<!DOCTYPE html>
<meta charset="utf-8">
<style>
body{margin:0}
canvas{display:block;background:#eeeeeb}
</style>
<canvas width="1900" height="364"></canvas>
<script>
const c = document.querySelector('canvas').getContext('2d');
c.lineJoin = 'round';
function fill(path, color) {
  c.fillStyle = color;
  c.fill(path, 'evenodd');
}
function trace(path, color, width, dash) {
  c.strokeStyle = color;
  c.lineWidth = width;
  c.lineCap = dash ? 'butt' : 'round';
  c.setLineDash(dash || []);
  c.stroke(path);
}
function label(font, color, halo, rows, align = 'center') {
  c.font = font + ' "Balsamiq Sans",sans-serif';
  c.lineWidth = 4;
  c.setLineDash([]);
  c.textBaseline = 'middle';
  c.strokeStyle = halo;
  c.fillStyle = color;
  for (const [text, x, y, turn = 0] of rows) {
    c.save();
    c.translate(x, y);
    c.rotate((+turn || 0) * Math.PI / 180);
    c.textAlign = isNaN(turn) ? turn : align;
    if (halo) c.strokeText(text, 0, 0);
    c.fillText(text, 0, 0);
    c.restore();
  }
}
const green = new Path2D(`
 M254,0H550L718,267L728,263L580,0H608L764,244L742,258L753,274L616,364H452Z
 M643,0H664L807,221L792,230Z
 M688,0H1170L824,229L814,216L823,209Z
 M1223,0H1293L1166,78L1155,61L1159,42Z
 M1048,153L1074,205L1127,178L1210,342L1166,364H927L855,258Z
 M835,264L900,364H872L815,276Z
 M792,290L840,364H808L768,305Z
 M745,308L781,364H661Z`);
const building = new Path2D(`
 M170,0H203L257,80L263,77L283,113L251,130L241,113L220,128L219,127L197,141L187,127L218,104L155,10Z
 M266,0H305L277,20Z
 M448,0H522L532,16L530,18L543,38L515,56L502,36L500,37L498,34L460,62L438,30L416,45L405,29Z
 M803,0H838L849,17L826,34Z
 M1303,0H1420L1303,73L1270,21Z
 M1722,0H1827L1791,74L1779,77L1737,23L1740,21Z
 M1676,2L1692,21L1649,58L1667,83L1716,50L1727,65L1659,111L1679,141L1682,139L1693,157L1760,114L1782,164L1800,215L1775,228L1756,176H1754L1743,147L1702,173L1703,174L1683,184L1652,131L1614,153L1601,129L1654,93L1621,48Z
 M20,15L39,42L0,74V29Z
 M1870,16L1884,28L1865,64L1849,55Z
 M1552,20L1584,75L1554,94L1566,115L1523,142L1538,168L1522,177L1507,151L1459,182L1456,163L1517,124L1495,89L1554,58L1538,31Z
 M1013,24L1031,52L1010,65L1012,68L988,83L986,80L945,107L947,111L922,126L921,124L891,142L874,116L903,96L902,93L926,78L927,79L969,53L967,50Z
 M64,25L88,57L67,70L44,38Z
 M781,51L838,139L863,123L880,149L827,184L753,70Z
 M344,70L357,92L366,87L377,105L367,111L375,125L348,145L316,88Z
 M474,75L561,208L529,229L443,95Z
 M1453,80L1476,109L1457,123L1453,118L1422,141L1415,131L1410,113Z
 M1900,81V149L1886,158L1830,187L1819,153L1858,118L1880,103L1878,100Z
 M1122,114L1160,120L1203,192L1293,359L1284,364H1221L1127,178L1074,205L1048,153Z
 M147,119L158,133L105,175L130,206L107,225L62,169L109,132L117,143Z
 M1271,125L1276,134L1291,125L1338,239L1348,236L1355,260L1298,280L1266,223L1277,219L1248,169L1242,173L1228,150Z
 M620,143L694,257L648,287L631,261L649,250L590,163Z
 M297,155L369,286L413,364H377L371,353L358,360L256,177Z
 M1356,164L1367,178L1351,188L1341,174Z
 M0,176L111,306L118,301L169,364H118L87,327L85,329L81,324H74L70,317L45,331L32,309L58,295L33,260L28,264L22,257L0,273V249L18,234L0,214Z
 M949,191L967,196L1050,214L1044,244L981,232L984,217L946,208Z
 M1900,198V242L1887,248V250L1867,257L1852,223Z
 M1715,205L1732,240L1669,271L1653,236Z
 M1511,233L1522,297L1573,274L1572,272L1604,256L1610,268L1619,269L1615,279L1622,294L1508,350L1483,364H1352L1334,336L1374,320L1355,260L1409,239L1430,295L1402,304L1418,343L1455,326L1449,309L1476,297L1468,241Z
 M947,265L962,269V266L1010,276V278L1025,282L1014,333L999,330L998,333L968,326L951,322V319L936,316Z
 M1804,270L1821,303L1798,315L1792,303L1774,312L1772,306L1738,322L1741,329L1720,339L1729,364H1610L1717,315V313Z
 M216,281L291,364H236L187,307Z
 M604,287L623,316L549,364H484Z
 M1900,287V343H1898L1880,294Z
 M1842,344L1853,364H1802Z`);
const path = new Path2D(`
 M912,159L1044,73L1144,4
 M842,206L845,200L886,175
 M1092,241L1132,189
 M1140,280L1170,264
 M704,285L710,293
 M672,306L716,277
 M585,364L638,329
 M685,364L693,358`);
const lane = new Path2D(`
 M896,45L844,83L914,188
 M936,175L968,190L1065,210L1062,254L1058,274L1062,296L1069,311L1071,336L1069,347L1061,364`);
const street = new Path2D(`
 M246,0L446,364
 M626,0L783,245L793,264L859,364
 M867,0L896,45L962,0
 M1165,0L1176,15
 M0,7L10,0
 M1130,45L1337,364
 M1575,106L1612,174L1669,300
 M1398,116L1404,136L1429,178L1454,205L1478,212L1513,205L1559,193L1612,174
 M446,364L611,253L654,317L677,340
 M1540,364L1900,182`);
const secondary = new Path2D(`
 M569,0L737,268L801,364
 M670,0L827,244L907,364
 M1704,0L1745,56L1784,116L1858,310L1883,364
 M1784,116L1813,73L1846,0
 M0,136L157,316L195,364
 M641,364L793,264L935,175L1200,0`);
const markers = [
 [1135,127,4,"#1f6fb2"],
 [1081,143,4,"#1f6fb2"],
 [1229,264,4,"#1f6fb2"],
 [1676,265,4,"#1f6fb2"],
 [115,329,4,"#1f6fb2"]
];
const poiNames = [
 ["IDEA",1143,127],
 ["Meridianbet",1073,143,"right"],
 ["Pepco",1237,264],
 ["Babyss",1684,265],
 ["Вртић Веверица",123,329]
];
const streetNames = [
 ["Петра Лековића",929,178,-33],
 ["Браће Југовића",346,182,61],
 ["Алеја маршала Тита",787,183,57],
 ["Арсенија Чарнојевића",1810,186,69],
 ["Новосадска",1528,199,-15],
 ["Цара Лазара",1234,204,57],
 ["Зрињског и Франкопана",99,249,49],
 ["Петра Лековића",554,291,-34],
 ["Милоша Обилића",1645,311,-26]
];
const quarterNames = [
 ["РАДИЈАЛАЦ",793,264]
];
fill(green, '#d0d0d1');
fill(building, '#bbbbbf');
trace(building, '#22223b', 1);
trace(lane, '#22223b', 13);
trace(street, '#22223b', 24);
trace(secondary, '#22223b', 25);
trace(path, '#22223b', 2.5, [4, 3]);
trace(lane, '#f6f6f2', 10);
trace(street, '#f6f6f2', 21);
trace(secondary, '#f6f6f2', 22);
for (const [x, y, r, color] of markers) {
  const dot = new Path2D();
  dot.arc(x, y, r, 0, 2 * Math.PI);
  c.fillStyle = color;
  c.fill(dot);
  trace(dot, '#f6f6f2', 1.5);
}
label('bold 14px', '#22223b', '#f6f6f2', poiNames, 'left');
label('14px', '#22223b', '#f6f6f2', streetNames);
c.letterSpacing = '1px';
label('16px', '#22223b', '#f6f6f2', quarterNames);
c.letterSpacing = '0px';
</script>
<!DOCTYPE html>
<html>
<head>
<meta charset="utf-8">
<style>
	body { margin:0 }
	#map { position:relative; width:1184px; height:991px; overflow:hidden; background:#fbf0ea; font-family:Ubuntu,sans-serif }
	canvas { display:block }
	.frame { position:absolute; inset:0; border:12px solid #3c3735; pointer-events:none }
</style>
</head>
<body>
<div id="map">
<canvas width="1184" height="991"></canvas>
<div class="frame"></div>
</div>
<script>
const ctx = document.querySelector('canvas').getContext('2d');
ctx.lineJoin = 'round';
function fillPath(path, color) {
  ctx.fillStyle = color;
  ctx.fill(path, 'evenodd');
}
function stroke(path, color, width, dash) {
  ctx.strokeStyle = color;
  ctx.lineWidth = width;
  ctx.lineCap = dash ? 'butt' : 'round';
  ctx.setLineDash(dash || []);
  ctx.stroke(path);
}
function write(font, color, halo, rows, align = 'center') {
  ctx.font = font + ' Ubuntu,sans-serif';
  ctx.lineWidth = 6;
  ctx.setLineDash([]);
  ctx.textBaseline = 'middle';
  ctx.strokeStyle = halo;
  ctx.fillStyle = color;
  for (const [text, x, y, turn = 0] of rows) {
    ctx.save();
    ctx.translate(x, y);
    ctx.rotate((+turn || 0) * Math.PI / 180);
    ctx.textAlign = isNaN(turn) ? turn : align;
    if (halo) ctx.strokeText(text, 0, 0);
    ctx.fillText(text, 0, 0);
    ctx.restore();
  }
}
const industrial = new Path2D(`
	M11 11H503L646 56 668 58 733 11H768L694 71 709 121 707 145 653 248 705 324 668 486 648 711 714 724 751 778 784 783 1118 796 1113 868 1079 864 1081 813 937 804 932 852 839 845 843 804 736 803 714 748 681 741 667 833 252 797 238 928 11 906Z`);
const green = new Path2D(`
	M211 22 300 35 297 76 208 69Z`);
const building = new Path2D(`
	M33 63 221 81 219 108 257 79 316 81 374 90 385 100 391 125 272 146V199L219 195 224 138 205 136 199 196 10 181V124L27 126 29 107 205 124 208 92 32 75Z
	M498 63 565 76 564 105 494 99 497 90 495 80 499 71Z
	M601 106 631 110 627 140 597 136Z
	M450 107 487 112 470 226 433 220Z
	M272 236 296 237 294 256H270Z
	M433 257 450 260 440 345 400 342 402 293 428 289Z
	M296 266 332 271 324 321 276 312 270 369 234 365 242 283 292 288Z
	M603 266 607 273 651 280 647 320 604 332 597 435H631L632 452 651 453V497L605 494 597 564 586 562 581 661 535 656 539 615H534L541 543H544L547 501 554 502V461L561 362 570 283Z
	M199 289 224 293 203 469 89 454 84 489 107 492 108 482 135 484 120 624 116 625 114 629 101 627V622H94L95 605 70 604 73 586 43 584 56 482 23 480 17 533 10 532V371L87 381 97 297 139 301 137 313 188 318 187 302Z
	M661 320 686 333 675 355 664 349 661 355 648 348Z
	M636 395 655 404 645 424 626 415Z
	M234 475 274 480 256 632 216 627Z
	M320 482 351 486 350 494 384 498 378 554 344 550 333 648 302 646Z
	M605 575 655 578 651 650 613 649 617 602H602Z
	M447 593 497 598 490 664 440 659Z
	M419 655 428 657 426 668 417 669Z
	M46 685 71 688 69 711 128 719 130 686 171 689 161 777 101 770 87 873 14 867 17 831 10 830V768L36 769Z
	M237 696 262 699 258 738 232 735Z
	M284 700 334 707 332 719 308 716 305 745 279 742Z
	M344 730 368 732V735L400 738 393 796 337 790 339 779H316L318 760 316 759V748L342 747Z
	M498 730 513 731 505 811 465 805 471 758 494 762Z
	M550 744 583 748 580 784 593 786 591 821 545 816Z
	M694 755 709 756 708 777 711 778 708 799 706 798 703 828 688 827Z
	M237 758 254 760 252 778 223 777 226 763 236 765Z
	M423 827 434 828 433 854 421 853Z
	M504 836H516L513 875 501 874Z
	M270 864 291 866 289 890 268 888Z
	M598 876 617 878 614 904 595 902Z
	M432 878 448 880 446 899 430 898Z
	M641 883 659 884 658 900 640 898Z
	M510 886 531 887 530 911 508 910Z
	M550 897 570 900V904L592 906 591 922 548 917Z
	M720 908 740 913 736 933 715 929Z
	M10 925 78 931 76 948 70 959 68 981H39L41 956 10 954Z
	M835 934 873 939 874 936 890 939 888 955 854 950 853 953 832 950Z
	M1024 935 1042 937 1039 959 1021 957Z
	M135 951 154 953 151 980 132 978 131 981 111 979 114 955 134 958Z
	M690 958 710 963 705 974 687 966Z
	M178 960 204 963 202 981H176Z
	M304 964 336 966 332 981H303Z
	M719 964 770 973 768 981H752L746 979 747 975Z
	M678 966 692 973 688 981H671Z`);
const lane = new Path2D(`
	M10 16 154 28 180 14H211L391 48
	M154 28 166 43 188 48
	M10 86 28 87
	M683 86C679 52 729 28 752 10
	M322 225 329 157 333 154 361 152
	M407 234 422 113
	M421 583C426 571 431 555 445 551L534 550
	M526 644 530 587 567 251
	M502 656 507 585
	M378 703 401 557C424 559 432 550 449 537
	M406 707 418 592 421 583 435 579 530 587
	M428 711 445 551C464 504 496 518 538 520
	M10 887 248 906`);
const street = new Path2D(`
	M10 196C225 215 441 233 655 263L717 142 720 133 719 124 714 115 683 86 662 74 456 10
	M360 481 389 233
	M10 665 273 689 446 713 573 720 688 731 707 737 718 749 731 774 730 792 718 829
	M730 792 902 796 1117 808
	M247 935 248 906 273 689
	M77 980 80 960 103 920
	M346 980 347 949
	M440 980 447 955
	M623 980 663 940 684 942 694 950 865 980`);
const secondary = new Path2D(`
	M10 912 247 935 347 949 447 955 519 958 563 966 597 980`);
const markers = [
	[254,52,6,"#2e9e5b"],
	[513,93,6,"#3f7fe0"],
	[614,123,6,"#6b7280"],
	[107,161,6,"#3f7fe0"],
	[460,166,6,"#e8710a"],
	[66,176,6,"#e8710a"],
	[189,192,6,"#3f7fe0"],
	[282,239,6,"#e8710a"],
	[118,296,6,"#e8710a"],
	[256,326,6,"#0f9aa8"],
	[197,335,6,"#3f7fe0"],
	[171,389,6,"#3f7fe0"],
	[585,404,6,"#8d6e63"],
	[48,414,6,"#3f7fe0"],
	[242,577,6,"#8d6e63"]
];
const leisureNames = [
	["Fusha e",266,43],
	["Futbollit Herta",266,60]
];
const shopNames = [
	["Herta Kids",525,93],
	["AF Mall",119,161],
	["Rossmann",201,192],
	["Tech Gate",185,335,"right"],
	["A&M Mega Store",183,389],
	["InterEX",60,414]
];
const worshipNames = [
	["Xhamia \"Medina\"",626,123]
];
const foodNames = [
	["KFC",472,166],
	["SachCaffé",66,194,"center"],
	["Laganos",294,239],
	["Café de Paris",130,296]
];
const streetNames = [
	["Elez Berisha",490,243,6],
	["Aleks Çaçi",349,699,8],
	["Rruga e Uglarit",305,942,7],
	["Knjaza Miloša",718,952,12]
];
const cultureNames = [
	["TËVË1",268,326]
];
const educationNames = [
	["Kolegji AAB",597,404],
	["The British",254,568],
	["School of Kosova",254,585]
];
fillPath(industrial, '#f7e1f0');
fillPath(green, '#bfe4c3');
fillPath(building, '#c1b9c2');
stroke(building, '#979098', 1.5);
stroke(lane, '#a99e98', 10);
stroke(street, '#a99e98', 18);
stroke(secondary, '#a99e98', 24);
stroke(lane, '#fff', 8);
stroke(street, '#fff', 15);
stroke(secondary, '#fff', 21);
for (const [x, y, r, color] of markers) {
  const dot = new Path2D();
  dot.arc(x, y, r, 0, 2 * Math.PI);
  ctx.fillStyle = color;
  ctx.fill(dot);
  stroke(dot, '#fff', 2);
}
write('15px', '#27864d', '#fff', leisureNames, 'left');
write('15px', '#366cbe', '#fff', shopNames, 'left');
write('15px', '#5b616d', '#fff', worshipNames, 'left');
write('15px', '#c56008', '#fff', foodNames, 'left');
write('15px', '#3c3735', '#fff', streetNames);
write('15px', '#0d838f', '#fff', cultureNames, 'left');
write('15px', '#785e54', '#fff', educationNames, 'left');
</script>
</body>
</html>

===============

EXERCISE GOAL:
Output the lines of the records above exactly as they appear, from the line containing "M661 320 686" through the line containing "M360 481 389 233".

TASK OUTPUT:
	M661 320 686 333 675 355 664 349 661 355 648 348Z
	M636 395 655 404 645 424 626 415Z
	M234 475 274 480 256 632 216 627Z
	M320 482 351 486 350 494 384 498 378 554 344 550 333 648 302 646Z
	M605 575 655 578 651 650 613 649 617 602H602Z
	M447 593 497 598 490 664 440 659Z
	M419 655 428 657 426 668 417 669Z
	M46 685 71 688 69 711 128 719 130 686 171 689 161 777 101 770 87 873 14 867 17 831 10 830V768L36 769Z
	M237 696 262 699 258 738 232 735Z
	M284 700 334 707 332 719 308 716 305 745 279 742Z
	M344 730 368 732V735L400 738 393 796 337 790 339 779H316L318 760 316 759V748L342 747Z
	M498 730 513 731 505 811 465 805 471 758 494 762Z
	M550 744 583 748 580 784 593 786 591 821 545 816Z
	M694 755 709 756 708 777 711 778 708 799 706 798 703 828 688 827Z
	M237 758 254 760 252 778 223 777 226 763 236 765Z
	M423 827 434 828 433 854 421 853Z
	M504 836H516L513 875 501 874Z
	M270 864 291 866 289 890 268 888Z
	M598 876 617 878 614 904 595 902Z
	M432 878 448 880 446 899 430 898Z
	M641 883 659 884 658 900 640 898Z
	M510 886 531 887 530 911 508 910Z
	M550 897 570 900V904L592 906 591 922 548 917Z
	M720 908 740 913 736 933 715 929Z
	M10 925 78 931 76 948 70 959 68 981H39L41 956 10 954Z
	M835 934 873 939 874 936 890 939 888 955 854 950 853 953 832 950Z
	M1024 935 1042 937 1039 959 1021 957Z
	M135 951 154 953 151 980 132 978 131 981 111 979 114 955 134 958Z
	M690 958 710 963 705 974 687 966Z
	M178 960 204 963 202 981H176Z
	M304 964 336 966 332 981H303Z
	M719 964 770 973 768 981H752L746 979 747 975Z
	M678 966 692 973 688 981H671Z`);
const lane = new Path2D(`
	M10 16 154 28 180 14H211L391 48
	M154 28 166 43 188 48
	M10 86 28 87
	M683 86C679 52 729 28 752 10
	M322 225 329 157 333 154 361 152
	M407 234 422 113
	M421 583C426 571 431 555 445 551L534 550
	M526 644 530 587 567 251
	M502 656 507 585
	M378 703 401 557C424 559 432 550 449 537
	M406 707 418 592 421 583 435 579 530 587
	M428 711 445 551C464 504 496 518 538 520
	M10 887 248 906`);
const street = new Path2D(`
	M10 196C225 215 441 233 655 263L717 142 720 133 719 124 714 115 683 86 662 74 456 10
	M360 481 389 233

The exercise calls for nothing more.